Observe: na maioria dos runlevels, sempre o último processo a ser inicializado pelo init é o rc.local. Normalmente, o link para ele está com o nome S99local. No rc.local estão todas as tarefas específicas daquela máquina, e normalmente é onde o administrador do sistema coloca algum script personalizado para rodar. Devemos tomar cuidado, entretanto, com a chamada "síndrome do rc.local": a triste falta de padrão entre as distribuições faz com que uma solução que funcione bem no rc.local de uma simplesmente não funcione ou cause efeitos indesejados em outra. Todo cuidado é pouco!

Ei, você aí, me dá um login aí!

Depois de processar os rcs, a próxima tarefa configurada no inittab é inicializar alguns gettys. Um getty é um gerenciador de terminais, cada um representa um console a ser ligado ao Linux. Esse console pode ser virtual (a maioria das distros inicializa seis gettys) ou podem ser consoles reais, que se comunicam por portas seriais.

O getty simplesmente apresenta a tela de login para o terminal ao qual ele está ligado. Quando o usuário digita o seu login, o getty passa essa informação para o comando login, que imediatamente pede uma senha. Se a senha para aquele login coincidir com as senhas configuradas nos arquivos passwd e shadow, o controle da máquina é passado para o bash. Na verdade, no arquivo passwd está o programa que deve obter o controle. Normalmente é o bash, mas é possível colocar qualquer coisa. Experimente colocar um outro programa no lugar do bash e veja o que acontece. Logicamente, os arquivos passwd e shadow também estão no diretório /etc.

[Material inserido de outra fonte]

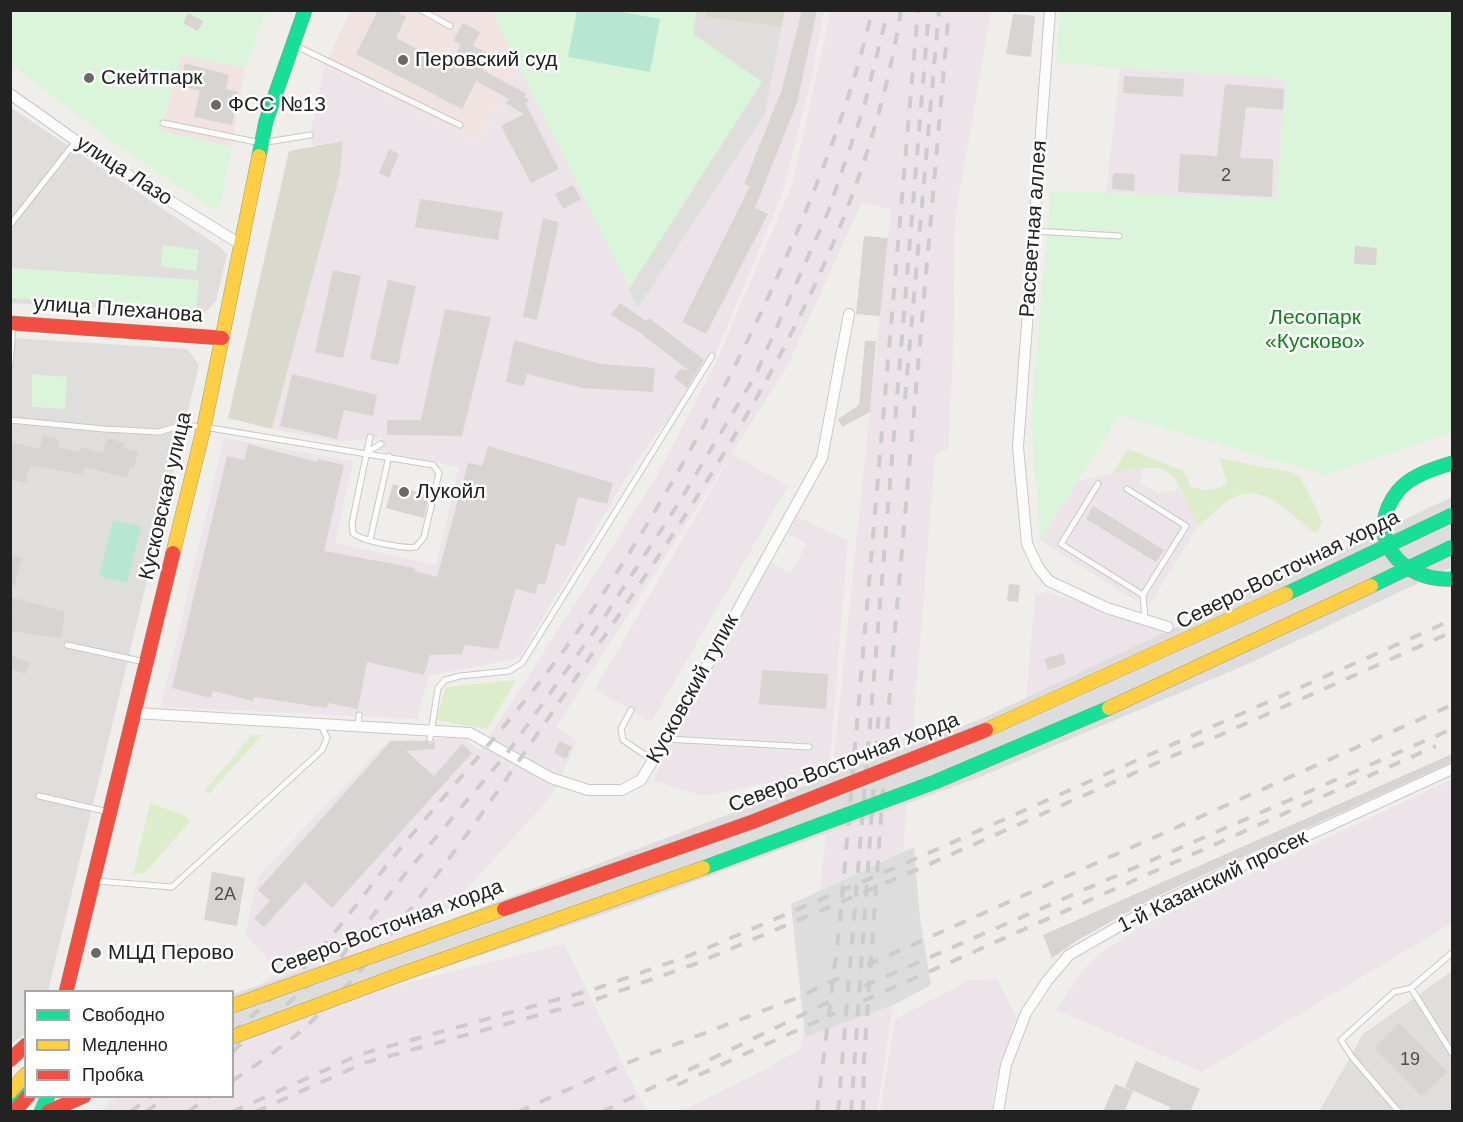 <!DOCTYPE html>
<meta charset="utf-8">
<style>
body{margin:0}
#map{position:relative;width:1463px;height:1122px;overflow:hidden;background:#f0eeeb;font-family:Arial,sans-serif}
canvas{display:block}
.frame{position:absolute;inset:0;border:12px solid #222;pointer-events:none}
.legend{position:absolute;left:24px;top:990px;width:210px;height:108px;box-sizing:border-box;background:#fff;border:2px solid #a7a7a7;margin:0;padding:8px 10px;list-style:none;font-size:18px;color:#222}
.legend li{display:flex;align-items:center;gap:12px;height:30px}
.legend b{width:30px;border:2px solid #a7a7a7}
</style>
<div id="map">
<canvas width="1463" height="1122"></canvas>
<div class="frame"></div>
<ul class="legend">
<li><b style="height:8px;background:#16e098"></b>Свободно</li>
<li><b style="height:8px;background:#ffcf43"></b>Медленно</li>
<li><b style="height:8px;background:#f24e42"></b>Пробка</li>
</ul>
</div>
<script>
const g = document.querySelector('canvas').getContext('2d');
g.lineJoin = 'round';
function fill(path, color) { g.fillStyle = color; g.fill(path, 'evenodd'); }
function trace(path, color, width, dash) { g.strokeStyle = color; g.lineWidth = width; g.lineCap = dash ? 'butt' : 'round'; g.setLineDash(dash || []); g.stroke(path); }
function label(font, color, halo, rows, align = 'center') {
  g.font = font + ' Arial,sans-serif'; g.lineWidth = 5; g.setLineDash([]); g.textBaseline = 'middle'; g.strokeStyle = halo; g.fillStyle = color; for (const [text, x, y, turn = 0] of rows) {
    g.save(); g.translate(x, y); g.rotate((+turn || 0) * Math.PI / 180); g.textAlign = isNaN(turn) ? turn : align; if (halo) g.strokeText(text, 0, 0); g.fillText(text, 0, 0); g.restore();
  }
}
fill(new Path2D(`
 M 491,11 L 706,11 L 705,17 L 782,27 L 765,114 L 638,308 Z
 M 10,107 L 217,245 L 227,254 L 216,301 L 205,313 L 11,303 Z
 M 11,338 L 187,349 L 199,365 L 48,991 L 26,992 L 25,1034 L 11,1044 Z
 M 1452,971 L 1452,1111 L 1319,1112 L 1363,1034 Z`), '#dfdedc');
fill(new Path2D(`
 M 351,10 L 491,11 L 518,65 L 478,143 L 325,65 Z
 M 181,54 L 245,68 L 232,147 L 161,131 Z`), '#f1e3e1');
fill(new Path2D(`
 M 785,11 L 824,11 L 809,89 L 781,197 L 714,358 L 711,356 L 685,396 L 632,468 L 519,658 L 429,676 L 417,719 L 161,707 L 224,438 L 353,461 L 335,543 L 436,565 L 459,467 L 379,451 L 382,438 L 338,442 L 272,429 L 340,174 L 343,141 L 313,145 L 310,135 L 325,65 L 478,143 L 518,65 L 638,308 L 765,114 Z
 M 831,11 L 991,11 L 955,219 L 953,357 L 948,449 L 935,455 L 903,852 L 820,890 L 891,210 L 862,202 L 787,367 L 556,727 L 577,741 L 553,794 L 374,991 L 564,944 L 646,1111 L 98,1112 L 117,1097 L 232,1096 L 233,1006 L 278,970 L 245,934 L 259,875 L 389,740 L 464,738 L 480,751 L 653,483 L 715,364 L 792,185 Z
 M 1120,68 L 1286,79 L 1277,199 L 1106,193 Z
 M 732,454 L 788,486 L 651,722 L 595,689 Z
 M 1143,467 L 1140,483 L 1161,494 L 1179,489 L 1198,526 L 1152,601 L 1137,602 L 1040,540 L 1078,481 Z
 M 797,517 L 848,540 L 829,770 L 703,796 L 653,781 L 671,739 L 771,562 L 790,574 L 807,544 L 788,534 Z
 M 1047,592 L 1181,635 L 1026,703 L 1035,595 Z
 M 1452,779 L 1452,923 L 1202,1072 L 1056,1010 L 1080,973 L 1098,955 L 1147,923 Z
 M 997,979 L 1016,1017 L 994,1087 L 992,1111 L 880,1112 L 895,1019 L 970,980 Z
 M 893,1005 L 877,1111 L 679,1112 L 770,1067 L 801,1048 L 802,1037 Z`), '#ede4e9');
fill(new Path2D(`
 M 706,11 L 706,10 L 785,11 L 782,27 L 705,17 Z
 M 343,141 L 340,174 L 272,429 L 228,418 L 289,151 Z`), '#d9d9cd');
fill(new Path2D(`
 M 1128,449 L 1184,471 L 1190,486 C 1205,492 1213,492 1227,483 L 1219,457 C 1235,464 1291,469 1298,475 C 1303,480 1319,514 1322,522 L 1316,534 C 1294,519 1266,481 1235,497 C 1222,503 1210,517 1198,526 C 1170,471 1180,459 1112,473 Z
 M 516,680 L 487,729 L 436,720 L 446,687 Z
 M 252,735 L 262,735 L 209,794 L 205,790 Z
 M 150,803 L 186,816 L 190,821 L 145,873 L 133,875 Z`), '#ddeccb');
fill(new Path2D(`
 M 10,11 L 266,11 L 245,68 L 181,55 L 161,131 L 232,147 L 218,212 L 118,146 L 11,64 Z
 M 491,11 L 697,11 L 693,34 L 762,82 L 629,289 Z
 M 1061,11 L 1452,11 L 1452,432 L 1327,475 L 1119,415 L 1040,540 L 1031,416 L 1051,191 L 1276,199 L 1286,79 L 1056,63 Z
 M 163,245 L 199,250 L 196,271 L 161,266 Z
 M 10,268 L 199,280 L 196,308 L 11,298 Z
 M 32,374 L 67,377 L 65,409 L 32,407 Z`), '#daf5da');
fill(new Path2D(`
 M 577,11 L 616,11 L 660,19 L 650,72 L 568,57 Z
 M 113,520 L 141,527 L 127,583 L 99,576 Z`), '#b7e6d2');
fill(new Path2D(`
 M 55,191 L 90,198 L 152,254 L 152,260 L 13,246 Z
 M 86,692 L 112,695 L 87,795 L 46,785 Z`), '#e0dfde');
fill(new Path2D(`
 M 1452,497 L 1452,567 L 1248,664 L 980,777 L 641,901 L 358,997 L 233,1046 L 233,994 L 404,937 L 981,719 Z
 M 914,847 L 920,918 L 931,985 L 893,1005 L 805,1037 L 791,904 Z`), '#dedddd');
fill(new Path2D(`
 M 378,10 L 394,10 L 406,17 L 396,38 L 450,66 L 461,44 L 453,41 L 463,23 L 480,32 L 473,46 L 490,54 L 482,70 L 527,94 L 524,97 L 529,100 L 526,104 L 559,169 L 531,183 L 501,126 L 524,114 L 506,103 L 509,99 L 476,81 L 462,109 L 356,54 Z
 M 802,10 L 817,10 L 797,103 L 755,208 L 768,214 L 706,334 L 682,322 L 750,186 L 744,184 L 782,89 Z
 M 188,13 L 203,21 L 198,31 L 183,23 Z
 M 1013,14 L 1035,16 L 1031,57 L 1006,54 Z
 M 185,63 L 229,75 L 226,89 L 238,92 L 232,125 L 194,117 L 200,91 L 179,85 Z
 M 1124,76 L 1184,79 L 1183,97 L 1123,93 Z
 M 1225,84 L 1284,89 L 1283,110 L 1246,107 L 1240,158 L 1273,159 L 1272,197 L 1178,192 L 1180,154 L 1217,156 Z
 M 389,149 L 399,154 L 389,178 L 379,173 Z
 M 1113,173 L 1135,174 L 1134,191 L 1112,189 Z
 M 573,185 L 581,199 L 563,209 L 555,194 Z
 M 420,199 L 503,212 L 498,240 L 415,227 Z
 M 543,218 L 559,222 L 537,320 L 523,317 Z
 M 864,236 L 888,238 L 880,316 L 856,314 Z
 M 1355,246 L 1377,248 L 1376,265 L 1354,264 Z
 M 333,270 L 361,276 L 343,358 L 315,352 Z
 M 388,280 L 416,286 L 398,365 L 370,359 Z
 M 620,303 L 646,321 L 649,318 L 704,360 L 687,388 L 674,377 L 680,369 L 688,370 L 639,332 L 611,315 Z
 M 445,309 L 491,317 L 462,436 L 387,435 L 387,420 L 421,420 Z
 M 514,340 L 600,364 L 655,368 L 653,392 L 583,388 L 527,374 L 524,386 L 506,382 Z
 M 865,341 L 876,341 L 870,412 L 842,427 L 838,419 L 859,405 Z
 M 292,374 L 377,395 L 373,416 L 344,410 L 337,439 L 280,426 Z
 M 43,435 L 60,440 L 58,447 L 79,452 L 80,447 L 103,453 L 107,438 L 124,443 L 123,448 L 138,452 L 134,468 L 130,467 L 127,478 L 85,467 L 83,475 L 30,465 L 25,483 L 10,479 L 10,442 L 39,449 Z
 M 248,444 L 318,462 L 318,459 L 344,465 L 324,551 L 415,568 L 414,571 L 437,577 L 468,463 L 482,466 L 488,446 L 613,483 L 607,504 L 578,497 L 565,546 L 556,544 L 545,585 L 538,583 L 535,594 L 516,589 L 498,649 L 465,645 L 462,654 L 430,655 L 424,675 L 367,662 L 358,709 L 328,703 L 327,708 L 254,697 L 253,701 L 213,691 L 211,698 L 172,688 L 227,456 L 244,460 Z
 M 393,484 L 429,496 L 424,518 L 386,508 Z
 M 1093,506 L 1164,550 L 1156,562 L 1086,519 Z
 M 10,555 L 22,558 L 14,587 L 10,586 Z
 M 1009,584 L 1020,585 L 1018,602 L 1007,601 Z
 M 10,597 L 65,612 L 61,638 L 10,631 L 13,611 L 10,610 Z
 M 1063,653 L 1066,664 L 1048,670 L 1044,659 Z
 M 10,655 L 30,663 L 25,674 L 10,668 Z
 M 762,670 L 828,674 L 826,709 L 759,704 Z
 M 391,741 L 426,741 L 430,744 L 435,741 L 435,749 L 406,751 L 434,776 L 462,744 L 472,753 L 332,908 L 305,882 L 264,927 L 254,918 L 270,901 L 258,890 Z
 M 559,741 L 572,747 L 566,759 L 554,753 Z
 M 1452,754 L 1452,762 L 1153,898 L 1078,940 L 1052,958 L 1043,935 Z
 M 212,872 L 245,878 L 237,926 L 204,920 Z
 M 173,943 L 195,948 L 191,963 L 170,958 Z
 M 1399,1023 L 1447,1072 L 1421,1096 L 1374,1048 Z
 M 1136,1061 L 1200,1089 L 1190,1112 L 1168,1112 L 1170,1107 L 1125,1087 Z
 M 1115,1084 L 1133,1091 L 1124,1112 L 1103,1112 Z`), '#d7d4d2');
const lane = new Path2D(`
 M 421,10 L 450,26
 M 294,45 L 460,125
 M 163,123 L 261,143 L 310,135
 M 10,225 L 76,141
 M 1034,231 L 1119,236
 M 10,365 L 13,325
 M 10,420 L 104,429 L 159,432 L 182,425 L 204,427 L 433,465 L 439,473 L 424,537 L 416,547 C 404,549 361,541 353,533 L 352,523 L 370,437
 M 367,452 L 381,444
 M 1098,484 L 1061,544 L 1143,595 L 1145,619
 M 1127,489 L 1186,526 L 1143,595
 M 370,540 L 389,456
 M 67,645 L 145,662
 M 631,710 L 621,729 L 623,740 L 654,761
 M 358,727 L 359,715
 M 430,739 L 438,688 L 445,680 L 460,676 L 509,671 L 522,663 L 712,356
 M 667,739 L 809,747
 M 39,796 L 109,812
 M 96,881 L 172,887 L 322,750 L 327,738 L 321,725
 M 1411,988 L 1452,1053
 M 1399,1112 L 1352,1057 L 1341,1040 L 1394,992 L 1411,988 L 1452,953`);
const street = new Path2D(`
 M 1050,10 L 1018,447 L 1027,544 L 1038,567 L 1049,581 L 1107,608 L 1168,627
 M 10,94 L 99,157 L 240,244
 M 135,713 L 470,733 L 551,778 L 588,790 L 622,790 L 641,780 L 677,720 L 822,458 L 849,314
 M 998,1112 L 1006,1065 L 1026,1013 L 1047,981 L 1069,955 L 1156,905 L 1452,769`);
const fast = new Path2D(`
 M 259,156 L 266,121 L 305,10
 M 1452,463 C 1434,469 1411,475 1398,491 C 1362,536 1401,582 1452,579
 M 10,1096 L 26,1090
 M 41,1112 L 48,1096`);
const slow = new Path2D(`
 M 173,553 L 204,427 L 259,156
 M 10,1092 L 26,1074`);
const jam = new Path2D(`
 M 10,323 L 222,338
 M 66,992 L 173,553
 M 10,1060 L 26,1045
 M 14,1112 L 28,1096
 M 48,1112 L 84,1096`);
trace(lane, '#c9c8c7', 7);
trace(street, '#c9c8c7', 12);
trace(fast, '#999a82', 15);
trace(slow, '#999a82', 15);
trace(jam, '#999a82', 15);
trace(lane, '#fdfcfc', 5);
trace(street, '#fdfcfc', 10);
trace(fast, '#16e098', 14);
trace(slow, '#ffcf43', 14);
trace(jam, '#f24e42', 14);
trace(new Path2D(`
 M 905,399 L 939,10
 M 867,965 L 1452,705
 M 864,986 L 1452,729
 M 863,1001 L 1436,746
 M 232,1033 C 265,1005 297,977 325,944 C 354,910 380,872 409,838 C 472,763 539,690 593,609 C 672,491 739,367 795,237 C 826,163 855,88 872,10
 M 232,1052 L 341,957 L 405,874 L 508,752 L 603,619 L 678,504 L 755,376 L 828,212 L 864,107 L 888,10
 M 232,1081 C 261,1062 290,1042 314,1019 C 346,989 373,956 400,922 C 458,850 510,774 562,698 C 708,485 860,271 901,10
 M 677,1085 L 835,1013
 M 130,1112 L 152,1096
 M 146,1112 L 167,1096
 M 188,1112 L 210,1096
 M 232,1112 L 361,1054 L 595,989 L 691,955 L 913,860 L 1452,620
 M 255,1112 L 364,1063 L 597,999 L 695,964 L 916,870 L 1452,632
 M 518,1112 L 632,1061 L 799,997 L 839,978
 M 602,1112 L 839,997
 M 817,1112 L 840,922 L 918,10
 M 838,1112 L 929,10
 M 851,1112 L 879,710
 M 863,1112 L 864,1059 L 891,676 L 949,10`), '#ccc', 4, [12, 12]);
const fastBridge = new Path2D(`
 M 1371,586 L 1452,547
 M 1286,594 L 1452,515
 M 703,868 L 935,782 L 1109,708`);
const slowBridge = new Path2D(`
 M 1109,708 L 1371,586
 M 986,730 L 1286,594
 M 232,1006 L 504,909
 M 232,1037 L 407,972 L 703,868`);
const jamBridge = new Path2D(`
 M 504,909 L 752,822 L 986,730`);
trace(fastBridge, '#a79c86', 15, []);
trace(slowBridge, '#a79c86', 15, []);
trace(jamBridge, '#a79c86', 15, []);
trace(fastBridge, '#16e098', 14);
trace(slowBridge, '#ffcf43', 14);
trace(jamBridge, '#f24e42', 14);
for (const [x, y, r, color] of [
 [403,60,6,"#6a6968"],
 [89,78,6,"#6a6968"],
 [216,105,6,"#6a6968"],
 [404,492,6,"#6a6968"],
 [96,953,6,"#6a6968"]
]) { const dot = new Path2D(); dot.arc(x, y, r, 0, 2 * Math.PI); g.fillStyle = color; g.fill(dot); trace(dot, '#fff', 2); }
label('18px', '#4f4e4e', null, [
 ["2",1226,176],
 ["2А",225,895],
 ["19",1410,1060]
]);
label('21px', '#222', '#fff', [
 ["Перовский суд",415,60],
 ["Скейтпарк",101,78],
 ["ФСС №13",228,105],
 ["Лукойл",416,492],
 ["МЦД Перово",108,953]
], 'left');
label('21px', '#222', '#fff', [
 ["улица Лазо",124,171,33],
 ["Рассветная аллея",1034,229,-86],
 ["улица Плеханова",118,310,4],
 ["Кусковская улица",166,496,-77],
 ["Северо-Восточная хорда",1288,570,-26],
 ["Кусковский тупик",693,689,-61],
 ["Северо-Восточная хорда",844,763,-21],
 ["1-й Казанский просек",1213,882,-26],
 ["Северо-Восточная хорда",387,928,-20]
]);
label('21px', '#0c8416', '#fff', [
 ["Лесопарк",1315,318],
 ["«Кусково»",1315,342]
]);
</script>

Normalmente, as distros rodam um getty de funcionalidade reduzida chamado mingetty, que trabalha apenas com terminais virtuais, mas que, em contrapartida, são minúsculos e ocupam uma quantidade ridícula de memória. Mesmo assim, é possível economizar "uns trocados" de memória diminuindo o número de gettys inicializados no sistema. Basta, no inittab, comentar (ou seja, colocar um # no início) as linhas dos terminais virtuais, que você quer desabilitar. Eu, por exemplo, diminuí em minha máquina o número de terminais de seis para três.

Enfim, console...

Assim que o bash toma o controle do console, ele procura seus arquivos de configuração, que estão (adivinhe onde?) no /etc. São eles profile e bashrc. Esses arquivos contêm a configuração global do bash, e todos os usuários quando entrarem no sistema terão seus "bashes" controlados por esses arquivos. No diretório /home de cada usuário podemos encontrar um ou mais dos seguintes arquivos:

.profile, .bash_profile, .bashrc e .bash_login. Esses arquivos devem ser editados quando se deseja que as configurações valham para aquele usuário apenas. Para alterações que valham para todos os usuários, utilize os arquivos do /etc. Não é o escopo deste artigo discorrer sobre a configuração do ambiente bash, mas sugerimos que o leitor "brinque" um pouco com os arquivos de configuração. Uma boa fonte de informação é a man page do bash. E não esqueça de ANTES fazer cópias de segurança!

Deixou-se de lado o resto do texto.